EXERCISE BRIEF: Retype all of the data word for word, without pictures.

(Stored data entries)
::::::

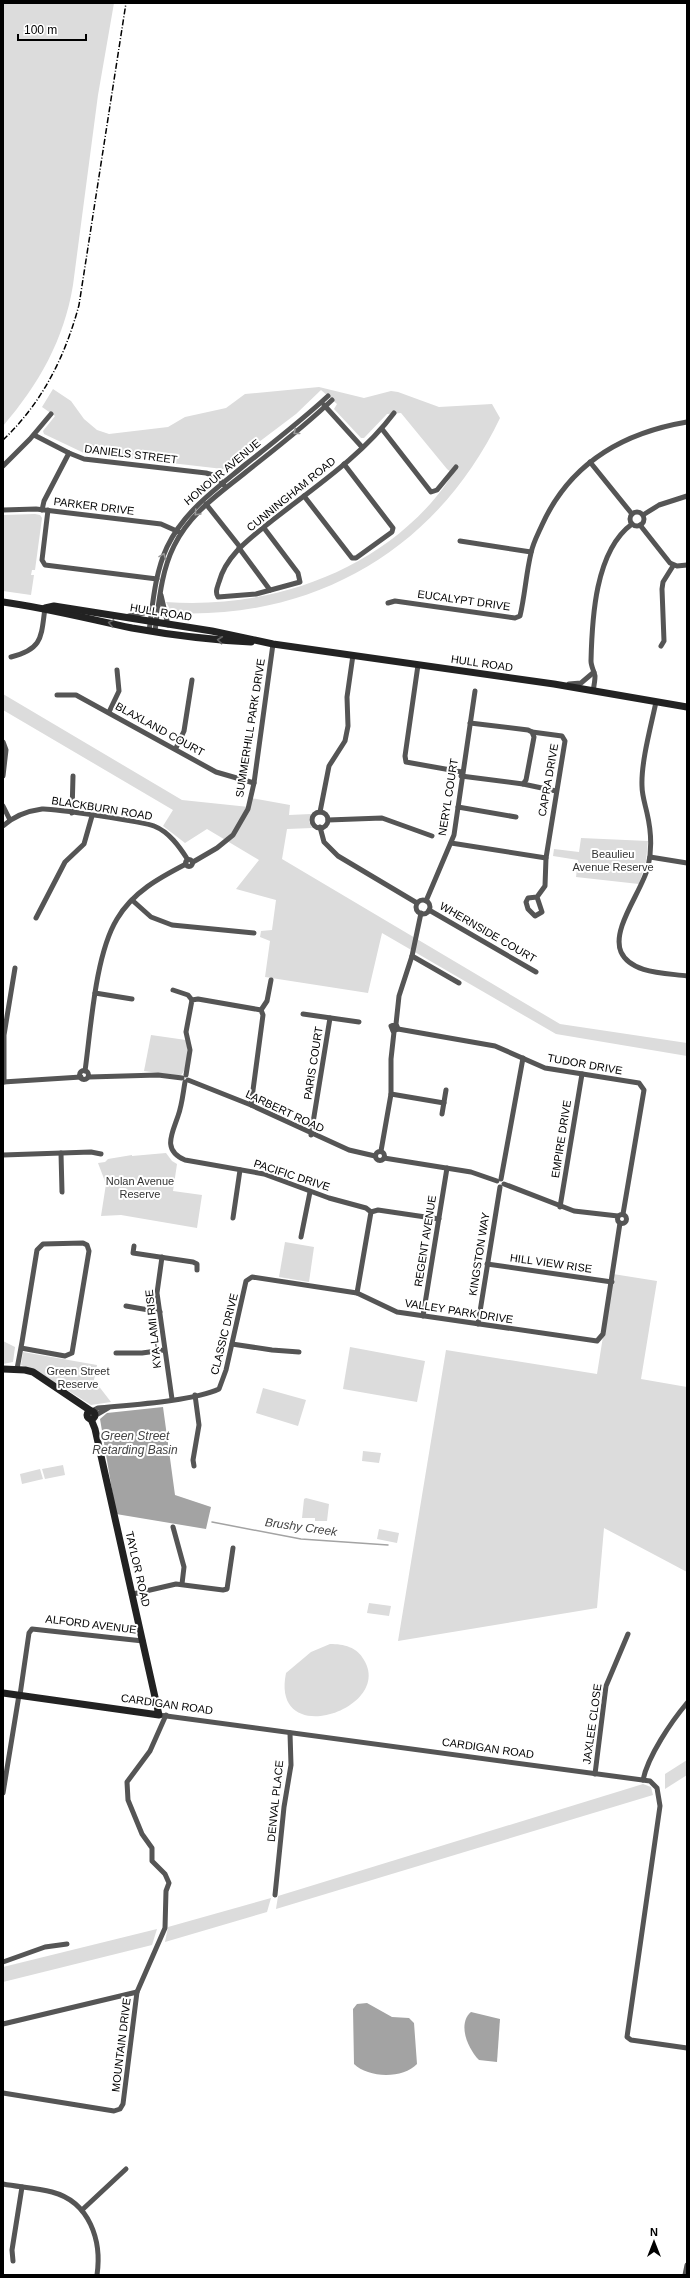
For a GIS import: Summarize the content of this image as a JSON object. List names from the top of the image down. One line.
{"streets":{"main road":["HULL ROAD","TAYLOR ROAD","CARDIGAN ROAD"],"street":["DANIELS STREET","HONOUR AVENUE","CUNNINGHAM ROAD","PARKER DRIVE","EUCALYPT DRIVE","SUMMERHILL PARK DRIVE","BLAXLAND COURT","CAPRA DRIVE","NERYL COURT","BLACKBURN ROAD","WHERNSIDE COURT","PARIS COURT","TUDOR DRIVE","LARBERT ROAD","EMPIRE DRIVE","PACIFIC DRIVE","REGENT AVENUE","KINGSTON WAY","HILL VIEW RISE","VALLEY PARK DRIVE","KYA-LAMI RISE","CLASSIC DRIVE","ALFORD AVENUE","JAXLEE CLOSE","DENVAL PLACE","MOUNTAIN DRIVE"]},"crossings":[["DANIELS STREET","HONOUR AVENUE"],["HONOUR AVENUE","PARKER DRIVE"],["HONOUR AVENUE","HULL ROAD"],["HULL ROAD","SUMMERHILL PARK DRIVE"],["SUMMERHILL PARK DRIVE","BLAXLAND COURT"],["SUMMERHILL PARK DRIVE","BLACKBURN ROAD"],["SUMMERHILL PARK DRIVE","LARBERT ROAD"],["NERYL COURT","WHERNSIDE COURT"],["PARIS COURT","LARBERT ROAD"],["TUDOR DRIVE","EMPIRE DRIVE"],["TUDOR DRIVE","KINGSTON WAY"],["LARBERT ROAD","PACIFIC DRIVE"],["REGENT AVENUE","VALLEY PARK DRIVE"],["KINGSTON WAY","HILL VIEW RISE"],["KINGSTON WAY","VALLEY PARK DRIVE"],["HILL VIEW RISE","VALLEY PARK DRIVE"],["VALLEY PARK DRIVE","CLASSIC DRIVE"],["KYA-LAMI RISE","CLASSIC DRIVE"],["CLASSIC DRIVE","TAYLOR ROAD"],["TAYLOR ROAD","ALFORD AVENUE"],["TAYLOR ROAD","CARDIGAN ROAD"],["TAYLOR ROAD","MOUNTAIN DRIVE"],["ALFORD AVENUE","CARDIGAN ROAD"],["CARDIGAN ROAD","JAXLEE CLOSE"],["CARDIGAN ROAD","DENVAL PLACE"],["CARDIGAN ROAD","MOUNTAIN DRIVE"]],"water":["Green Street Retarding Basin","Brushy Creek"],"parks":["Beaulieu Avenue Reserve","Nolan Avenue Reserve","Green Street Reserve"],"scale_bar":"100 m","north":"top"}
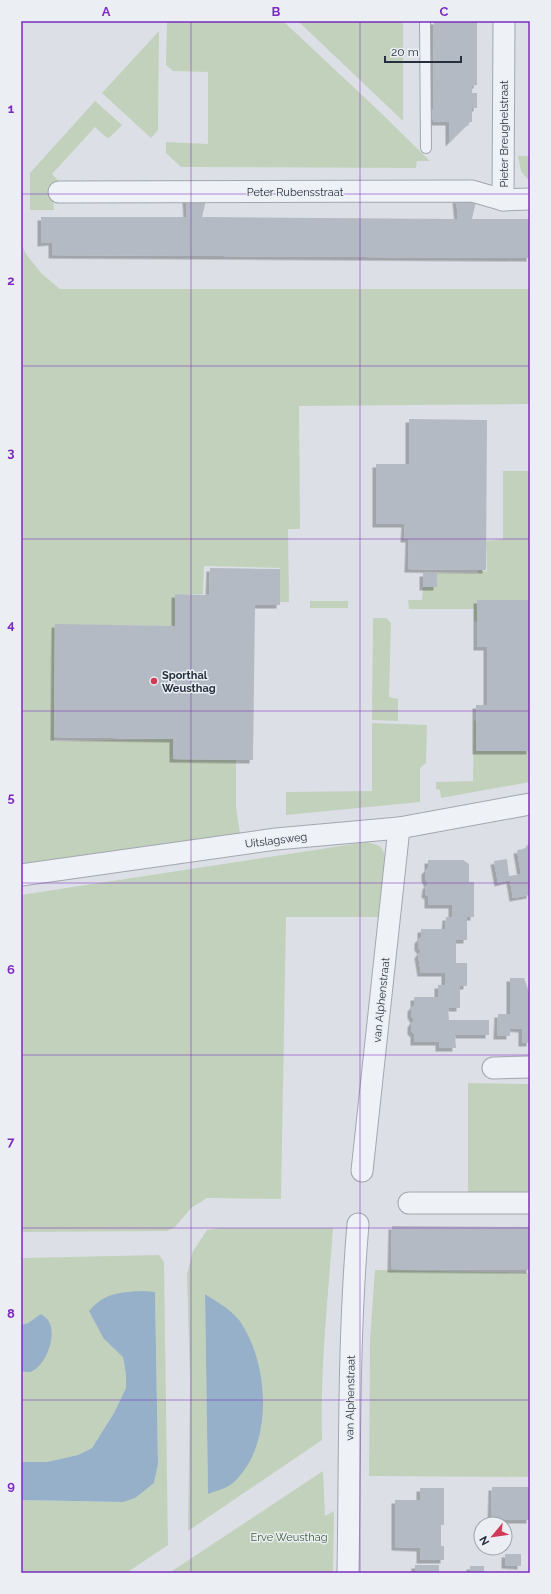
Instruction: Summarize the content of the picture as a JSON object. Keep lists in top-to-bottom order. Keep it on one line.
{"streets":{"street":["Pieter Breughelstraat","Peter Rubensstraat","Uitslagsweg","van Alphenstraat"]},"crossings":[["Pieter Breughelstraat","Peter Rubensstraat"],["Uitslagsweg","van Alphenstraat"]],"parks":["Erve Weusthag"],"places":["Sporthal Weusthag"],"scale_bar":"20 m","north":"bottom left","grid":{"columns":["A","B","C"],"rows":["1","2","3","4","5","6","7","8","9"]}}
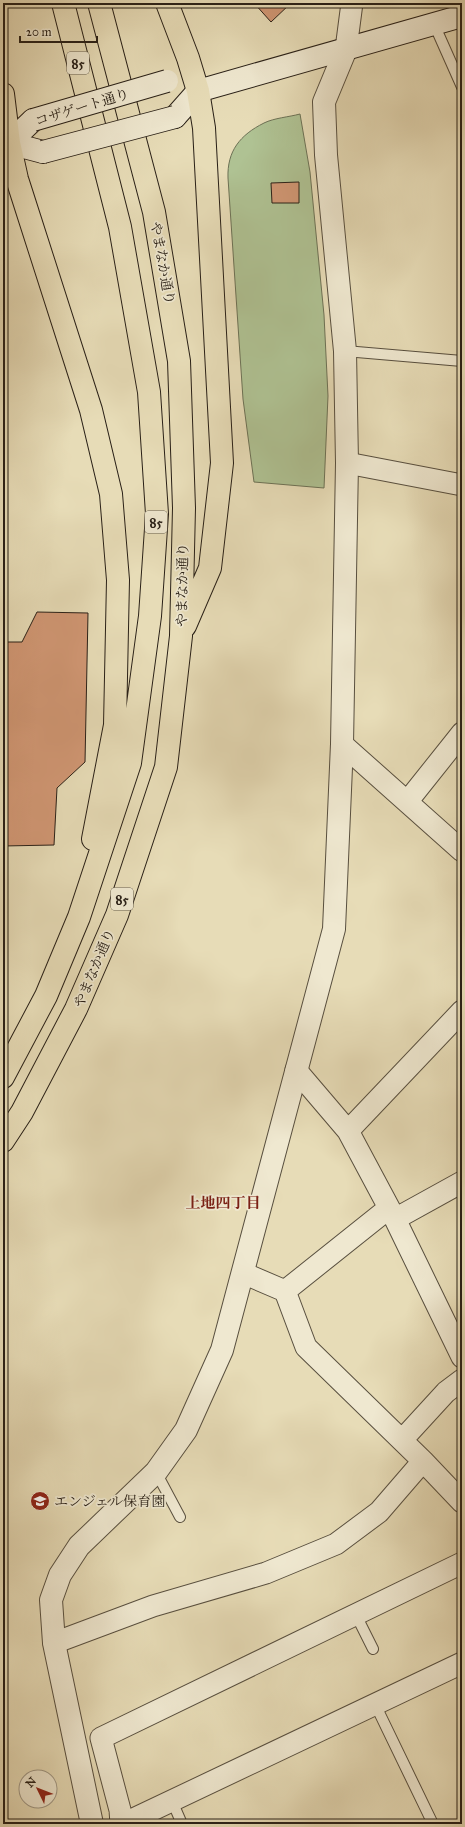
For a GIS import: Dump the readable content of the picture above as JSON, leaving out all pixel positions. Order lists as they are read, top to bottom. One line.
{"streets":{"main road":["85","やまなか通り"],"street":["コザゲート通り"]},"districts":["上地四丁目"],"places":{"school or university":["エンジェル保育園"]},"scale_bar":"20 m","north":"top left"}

::::::

SOLUTION:
For a GIS import: Summarize the content of this image as a JSON object. List names from the top of the image down. One line.
{"streets":{"main road":["HULL ROAD","TAYLOR ROAD","CARDIGAN ROAD"],"street":["DANIELS STREET","HONOUR AVENUE","CUNNINGHAM ROAD","PARKER DRIVE","EUCALYPT DRIVE","SUMMERHILL PARK DRIVE","BLAXLAND COURT","CAPRA DRIVE","NERYL COURT","BLACKBURN ROAD","WHERNSIDE COURT","PARIS COURT","TUDOR DRIVE","LARBERT ROAD","EMPIRE DRIVE","PACIFIC DRIVE","REGENT AVENUE","KINGSTON WAY","HILL VIEW RISE","VALLEY PARK DRIVE","KYA-LAMI RISE","CLASSIC DRIVE","ALFORD AVENUE","JAXLEE CLOSE","DENVAL PLACE","MOUNTAIN DRIVE"]},"crossings":[["DANIELS STREET","HONOUR AVENUE"],["HONOUR AVENUE","PARKER DRIVE"],["HONOUR AVENUE","HULL ROAD"],["HULL ROAD","SUMMERHILL PARK DRIVE"],["SUMMERHILL PARK DRIVE","BLAXLAND COURT"],["SUMMERHILL PARK DRIVE","BLACKBURN ROAD"],["SUMMERHILL PARK DRIVE","LARBERT ROAD"],["NERYL COURT","WHERNSIDE COURT"],["PARIS COURT","LARBERT ROAD"],["TUDOR DRIVE","EMPIRE DRIVE"],["TUDOR DRIVE","KINGSTON WAY"],["LARBERT ROAD","PACIFIC DRIVE"],["REGENT AVENUE","VALLEY PARK DRIVE"],["KINGSTON WAY","HILL VIEW RISE"],["KINGSTON WAY","VALLEY PARK DRIVE"],["HILL VIEW RISE","VALLEY PARK DRIVE"],["VALLEY PARK DRIVE","CLASSIC DRIVE"],["KYA-LAMI RISE","CLASSIC DRIVE"],["CLASSIC DRIVE","TAYLOR ROAD"],["TAYLOR ROAD","ALFORD AVENUE"],["TAYLOR ROAD","CARDIGAN ROAD"],["TAYLOR ROAD","MOUNTAIN DRIVE"],["ALFORD AVENUE","CARDIGAN ROAD"],["CARDIGAN ROAD","JAXLEE CLOSE"],["CARDIGAN ROAD","DENVAL PLACE"],["CARDIGAN ROAD","MOUNTAIN DRIVE"]],"water":["Green Street Retarding Basin","Brushy Creek"],"parks":["Beaulieu Avenue Reserve","Nolan Avenue Reserve","Green Street Reserve"],"scale_bar":"100 m","north":"top"}
Instruction: Summarize the content of the picture as a JSON object. Keep lists in top-to-bottom order. Keep it on one line.
{"streets":{"street":["Pieter Breughelstraat","Peter Rubensstraat","Uitslagsweg","van Alphenstraat"]},"crossings":[["Pieter Breughelstraat","Peter Rubensstraat"],["Uitslagsweg","van Alphenstraat"]],"parks":["Erve Weusthag"],"places":["Sporthal Weusthag"],"scale_bar":"20 m","north":"bottom left","grid":{"columns":["A","B","C"],"rows":["1","2","3","4","5","6","7","8","9"]}}
For a GIS import: Dump the readable content of the picture above as JSON, leaving out all pixel positions. Order lists as they are read, top to bottom. One line.
{"streets":{"main road":["85","やまなか通り"],"street":["コザゲート通り"]},"districts":["上地四丁目"],"places":{"school or university":["エンジェル保育園"]},"scale_bar":"20 m","north":"top left"}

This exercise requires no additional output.